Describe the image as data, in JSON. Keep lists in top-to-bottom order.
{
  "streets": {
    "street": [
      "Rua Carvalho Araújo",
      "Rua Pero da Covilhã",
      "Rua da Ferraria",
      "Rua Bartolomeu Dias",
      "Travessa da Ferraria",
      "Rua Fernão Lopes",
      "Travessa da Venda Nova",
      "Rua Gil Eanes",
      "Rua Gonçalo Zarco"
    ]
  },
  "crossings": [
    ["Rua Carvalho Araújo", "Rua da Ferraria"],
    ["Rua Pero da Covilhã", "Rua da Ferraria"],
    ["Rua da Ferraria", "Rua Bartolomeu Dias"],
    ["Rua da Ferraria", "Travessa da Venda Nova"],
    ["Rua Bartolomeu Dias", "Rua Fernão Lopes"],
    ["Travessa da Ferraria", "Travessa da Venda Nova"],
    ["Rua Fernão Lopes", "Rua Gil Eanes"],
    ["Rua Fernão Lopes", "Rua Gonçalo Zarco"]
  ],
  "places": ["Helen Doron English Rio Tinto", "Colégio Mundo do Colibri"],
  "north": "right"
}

# Work request
Give back the entire listing, line for line, exactly as it stands.

# Completed task
Describe the image as data, in JSON. Keep lists in top-to-bottom order.
{
  "streets": {
    "street": [
      "Rua Carvalho Araújo",
      "Rua Pero da Covilhã",
      "Rua da Ferraria",
      "Rua Bartolomeu Dias",
      "Travessa da Ferraria",
      "Rua Fernão Lopes",
      "Travessa da Venda Nova",
      "Rua Gil Eanes",
      "Rua Gonçalo Zarco"
    ]
  },
  "crossings": [
    ["Rua Carvalho Araújo", "Rua da Ferraria"],
    ["Rua Pero da Covilhã", "Rua da Ferraria"],
    ["Rua da Ferraria", "Rua Bartolomeu Dias"],
    ["Rua da Ferraria", "Travessa da Venda Nova"],
    ["Rua Bartolomeu Dias", "Rua Fernão Lopes"],
    ["Travessa da Ferraria", "Travessa da Venda Nova"],
    ["Rua Fernão Lopes", "Rua Gil Eanes"],
    ["Rua Fernão Lopes", "Rua Gonçalo Zarco"]
  ],
  "places": ["Helen Doron English Rio Tinto", "Colégio Mundo do Colibri"],
  "north": "right"
}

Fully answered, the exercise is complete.